I paused for a moment before answering to try and figure out if I’d heard her right and decided that, yes, I had heard her correctly.

“Well,” I told her, “Moving icons around on a screen is very easy to do.  If you’ve got a minute, I could walk you through the process of moving them back,”

“No,” she replied, with impatience in her voice, “I don’t have time for that. I just want these put back to where they were and I want someone to come over here and do that,”

I considered arguing the point that it might be a couple of days for someone to go over and “fix” this compared to the minute it would take to walk her through doing it herself – and the irony that it would actually take longer to create the ticket than for her to move things back.  But I realized that it wasn’t about the icons on the screen.  It was instead a deeply held and fundamental resistance to change.

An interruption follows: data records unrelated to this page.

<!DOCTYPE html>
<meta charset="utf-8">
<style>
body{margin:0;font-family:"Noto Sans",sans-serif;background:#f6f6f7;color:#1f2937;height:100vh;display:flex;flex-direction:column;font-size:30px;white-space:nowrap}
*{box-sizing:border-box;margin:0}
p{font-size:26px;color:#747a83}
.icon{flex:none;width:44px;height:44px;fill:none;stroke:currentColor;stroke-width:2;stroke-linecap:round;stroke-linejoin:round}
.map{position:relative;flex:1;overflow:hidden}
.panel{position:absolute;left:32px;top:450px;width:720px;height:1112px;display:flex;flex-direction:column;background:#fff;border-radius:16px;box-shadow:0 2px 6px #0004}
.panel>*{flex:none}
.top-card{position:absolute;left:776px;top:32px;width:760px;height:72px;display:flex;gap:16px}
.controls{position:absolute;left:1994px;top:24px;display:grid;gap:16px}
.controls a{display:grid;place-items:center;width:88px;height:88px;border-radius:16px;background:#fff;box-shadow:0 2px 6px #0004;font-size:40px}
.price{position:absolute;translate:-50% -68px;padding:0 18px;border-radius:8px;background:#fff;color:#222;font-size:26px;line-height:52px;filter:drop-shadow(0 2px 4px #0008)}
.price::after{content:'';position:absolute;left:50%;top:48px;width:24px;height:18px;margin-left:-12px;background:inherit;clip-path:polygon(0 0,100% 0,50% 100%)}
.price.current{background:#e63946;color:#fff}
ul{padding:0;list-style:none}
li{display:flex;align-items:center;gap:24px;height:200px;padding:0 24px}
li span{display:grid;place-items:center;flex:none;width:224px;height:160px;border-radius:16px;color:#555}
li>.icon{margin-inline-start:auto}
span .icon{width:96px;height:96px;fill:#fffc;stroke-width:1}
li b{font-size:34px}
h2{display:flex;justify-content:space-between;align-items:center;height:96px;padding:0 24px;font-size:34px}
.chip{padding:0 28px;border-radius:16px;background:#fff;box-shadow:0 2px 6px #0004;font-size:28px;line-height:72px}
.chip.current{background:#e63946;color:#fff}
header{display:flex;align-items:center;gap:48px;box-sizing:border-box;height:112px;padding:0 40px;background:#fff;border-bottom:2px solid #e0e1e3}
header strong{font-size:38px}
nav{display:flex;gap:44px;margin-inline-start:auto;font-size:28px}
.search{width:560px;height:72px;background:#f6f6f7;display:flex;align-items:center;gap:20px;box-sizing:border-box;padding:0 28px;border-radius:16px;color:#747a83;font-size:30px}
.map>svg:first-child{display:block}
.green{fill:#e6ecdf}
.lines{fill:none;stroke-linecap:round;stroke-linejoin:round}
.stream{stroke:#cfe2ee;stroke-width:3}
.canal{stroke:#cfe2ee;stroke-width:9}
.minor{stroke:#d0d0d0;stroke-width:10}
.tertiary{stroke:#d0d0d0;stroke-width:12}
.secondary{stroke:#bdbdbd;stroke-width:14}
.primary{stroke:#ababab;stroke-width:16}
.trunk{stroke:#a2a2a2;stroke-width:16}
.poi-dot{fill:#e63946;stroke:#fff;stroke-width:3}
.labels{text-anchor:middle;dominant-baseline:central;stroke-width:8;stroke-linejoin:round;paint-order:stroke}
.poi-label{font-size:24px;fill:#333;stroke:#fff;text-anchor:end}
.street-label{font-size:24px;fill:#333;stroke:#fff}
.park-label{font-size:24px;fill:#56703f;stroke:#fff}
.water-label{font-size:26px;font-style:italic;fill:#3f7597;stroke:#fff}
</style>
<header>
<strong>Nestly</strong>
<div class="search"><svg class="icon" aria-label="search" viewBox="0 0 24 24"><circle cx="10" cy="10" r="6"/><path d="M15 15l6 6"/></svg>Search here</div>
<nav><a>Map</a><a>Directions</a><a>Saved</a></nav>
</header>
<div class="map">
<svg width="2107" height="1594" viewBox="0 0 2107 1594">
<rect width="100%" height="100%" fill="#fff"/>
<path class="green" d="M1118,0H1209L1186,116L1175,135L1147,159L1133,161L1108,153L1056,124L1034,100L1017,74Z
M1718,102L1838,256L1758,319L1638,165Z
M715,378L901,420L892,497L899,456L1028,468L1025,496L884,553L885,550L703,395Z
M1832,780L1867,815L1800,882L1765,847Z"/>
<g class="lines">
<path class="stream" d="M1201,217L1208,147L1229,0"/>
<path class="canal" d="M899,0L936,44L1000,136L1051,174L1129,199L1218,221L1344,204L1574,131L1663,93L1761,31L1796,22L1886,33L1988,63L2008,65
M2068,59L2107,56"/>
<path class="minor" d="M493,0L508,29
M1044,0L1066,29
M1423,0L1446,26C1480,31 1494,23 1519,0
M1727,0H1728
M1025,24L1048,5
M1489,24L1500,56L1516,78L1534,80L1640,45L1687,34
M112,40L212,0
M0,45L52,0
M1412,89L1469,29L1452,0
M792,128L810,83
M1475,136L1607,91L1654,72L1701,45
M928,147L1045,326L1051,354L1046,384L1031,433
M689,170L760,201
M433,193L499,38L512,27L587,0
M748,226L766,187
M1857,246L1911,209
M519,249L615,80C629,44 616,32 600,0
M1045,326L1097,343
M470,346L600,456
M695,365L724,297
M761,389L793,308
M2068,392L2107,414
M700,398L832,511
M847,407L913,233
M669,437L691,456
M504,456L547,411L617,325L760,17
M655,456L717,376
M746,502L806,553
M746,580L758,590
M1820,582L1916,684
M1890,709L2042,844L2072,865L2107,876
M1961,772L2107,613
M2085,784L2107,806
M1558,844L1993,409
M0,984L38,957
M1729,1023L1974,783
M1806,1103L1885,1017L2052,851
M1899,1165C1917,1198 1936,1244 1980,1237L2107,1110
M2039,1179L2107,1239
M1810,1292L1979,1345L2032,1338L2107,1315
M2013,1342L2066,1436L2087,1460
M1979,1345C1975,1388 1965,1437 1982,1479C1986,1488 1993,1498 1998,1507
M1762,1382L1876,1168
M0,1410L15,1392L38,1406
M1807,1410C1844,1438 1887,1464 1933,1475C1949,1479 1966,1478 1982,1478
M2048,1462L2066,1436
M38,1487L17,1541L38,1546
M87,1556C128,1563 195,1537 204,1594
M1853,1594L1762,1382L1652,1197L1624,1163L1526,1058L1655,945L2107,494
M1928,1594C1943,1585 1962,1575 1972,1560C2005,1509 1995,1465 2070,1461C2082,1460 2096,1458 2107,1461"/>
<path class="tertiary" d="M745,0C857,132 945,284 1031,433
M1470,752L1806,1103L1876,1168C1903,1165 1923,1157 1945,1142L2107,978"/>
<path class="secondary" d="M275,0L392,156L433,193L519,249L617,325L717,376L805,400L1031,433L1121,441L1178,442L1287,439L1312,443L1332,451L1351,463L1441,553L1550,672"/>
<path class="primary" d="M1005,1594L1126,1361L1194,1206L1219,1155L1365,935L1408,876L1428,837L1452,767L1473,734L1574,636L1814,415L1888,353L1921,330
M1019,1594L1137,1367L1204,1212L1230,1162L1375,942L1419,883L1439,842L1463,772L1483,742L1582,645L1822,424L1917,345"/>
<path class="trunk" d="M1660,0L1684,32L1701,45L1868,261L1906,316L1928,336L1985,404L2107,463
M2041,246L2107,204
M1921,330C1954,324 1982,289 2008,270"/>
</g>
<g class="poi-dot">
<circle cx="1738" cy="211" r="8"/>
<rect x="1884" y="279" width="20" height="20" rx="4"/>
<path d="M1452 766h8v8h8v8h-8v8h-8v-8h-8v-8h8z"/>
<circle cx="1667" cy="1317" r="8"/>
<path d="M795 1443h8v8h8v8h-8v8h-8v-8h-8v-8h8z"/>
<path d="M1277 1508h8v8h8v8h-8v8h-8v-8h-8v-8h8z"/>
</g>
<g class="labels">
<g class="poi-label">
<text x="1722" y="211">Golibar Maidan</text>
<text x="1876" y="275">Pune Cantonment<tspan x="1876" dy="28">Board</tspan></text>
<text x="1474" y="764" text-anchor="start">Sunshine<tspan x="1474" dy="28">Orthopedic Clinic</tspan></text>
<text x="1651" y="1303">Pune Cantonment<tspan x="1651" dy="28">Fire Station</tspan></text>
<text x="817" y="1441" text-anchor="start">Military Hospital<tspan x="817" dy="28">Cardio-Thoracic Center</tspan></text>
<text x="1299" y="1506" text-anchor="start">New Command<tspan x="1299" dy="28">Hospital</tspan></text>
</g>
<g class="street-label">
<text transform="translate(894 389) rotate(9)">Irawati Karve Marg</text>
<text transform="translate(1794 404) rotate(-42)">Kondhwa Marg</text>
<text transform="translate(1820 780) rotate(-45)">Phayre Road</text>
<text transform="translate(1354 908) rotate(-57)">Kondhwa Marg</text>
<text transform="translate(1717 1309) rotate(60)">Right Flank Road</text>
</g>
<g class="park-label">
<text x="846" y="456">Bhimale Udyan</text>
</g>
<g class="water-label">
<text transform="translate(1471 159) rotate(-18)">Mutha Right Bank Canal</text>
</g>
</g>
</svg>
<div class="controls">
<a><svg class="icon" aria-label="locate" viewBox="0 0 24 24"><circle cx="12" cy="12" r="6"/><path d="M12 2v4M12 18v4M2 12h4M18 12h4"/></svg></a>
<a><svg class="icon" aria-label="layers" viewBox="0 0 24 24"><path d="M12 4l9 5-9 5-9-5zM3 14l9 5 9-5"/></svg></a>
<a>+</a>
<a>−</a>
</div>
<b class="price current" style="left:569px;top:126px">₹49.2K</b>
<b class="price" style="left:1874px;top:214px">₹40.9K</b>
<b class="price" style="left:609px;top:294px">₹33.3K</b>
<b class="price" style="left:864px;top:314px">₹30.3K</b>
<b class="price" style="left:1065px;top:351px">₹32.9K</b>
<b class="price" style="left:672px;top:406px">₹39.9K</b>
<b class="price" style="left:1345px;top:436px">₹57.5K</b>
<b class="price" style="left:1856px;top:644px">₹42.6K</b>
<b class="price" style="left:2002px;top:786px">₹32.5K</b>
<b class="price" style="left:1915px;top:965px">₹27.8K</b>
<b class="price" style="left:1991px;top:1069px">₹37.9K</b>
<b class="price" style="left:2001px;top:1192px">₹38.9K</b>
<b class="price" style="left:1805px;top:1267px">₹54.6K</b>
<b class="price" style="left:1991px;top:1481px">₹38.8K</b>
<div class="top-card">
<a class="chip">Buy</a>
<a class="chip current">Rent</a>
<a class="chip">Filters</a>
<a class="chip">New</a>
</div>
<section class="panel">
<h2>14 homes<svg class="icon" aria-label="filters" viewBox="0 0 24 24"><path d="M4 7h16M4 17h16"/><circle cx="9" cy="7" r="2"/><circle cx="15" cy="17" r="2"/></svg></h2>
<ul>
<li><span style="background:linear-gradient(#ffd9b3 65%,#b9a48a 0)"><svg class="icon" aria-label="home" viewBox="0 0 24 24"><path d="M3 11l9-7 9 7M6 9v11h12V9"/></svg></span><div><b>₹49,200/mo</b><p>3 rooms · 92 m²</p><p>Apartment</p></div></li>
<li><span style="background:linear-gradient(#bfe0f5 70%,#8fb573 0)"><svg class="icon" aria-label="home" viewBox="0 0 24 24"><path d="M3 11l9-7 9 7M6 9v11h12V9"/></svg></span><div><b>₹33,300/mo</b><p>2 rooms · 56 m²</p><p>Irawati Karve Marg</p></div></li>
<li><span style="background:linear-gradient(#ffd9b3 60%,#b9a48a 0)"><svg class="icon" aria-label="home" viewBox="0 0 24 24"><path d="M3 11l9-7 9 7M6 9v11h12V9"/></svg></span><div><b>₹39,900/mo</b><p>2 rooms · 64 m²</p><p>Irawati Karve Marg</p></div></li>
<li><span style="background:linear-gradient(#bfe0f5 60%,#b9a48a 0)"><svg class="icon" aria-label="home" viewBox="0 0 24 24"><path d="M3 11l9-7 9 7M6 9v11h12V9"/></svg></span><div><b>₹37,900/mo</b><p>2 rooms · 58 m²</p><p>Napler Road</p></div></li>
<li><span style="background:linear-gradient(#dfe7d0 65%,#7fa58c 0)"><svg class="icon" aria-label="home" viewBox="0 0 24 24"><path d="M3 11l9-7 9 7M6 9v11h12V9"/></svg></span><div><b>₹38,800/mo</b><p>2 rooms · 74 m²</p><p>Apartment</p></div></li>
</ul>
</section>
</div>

I know people that don’t like change and I get that computers are “scary” – but to refuse to learn even the small amount that it would take to put things back struck me as tragic – especially for someone that works at a university.

I went ahead and opened the ticket and gave her the confirmation number.  I encountered her again years later when I was in a new role at the university and she was as defiantly resistant to learning something new then too.

I can’t imagine being that fearful of things that change – when Everything is always changing.  Even our own bodies are in a constant state of change from moment to moment, with each breath we take.

Makes me glad I’m a web guy – where change is the only constant.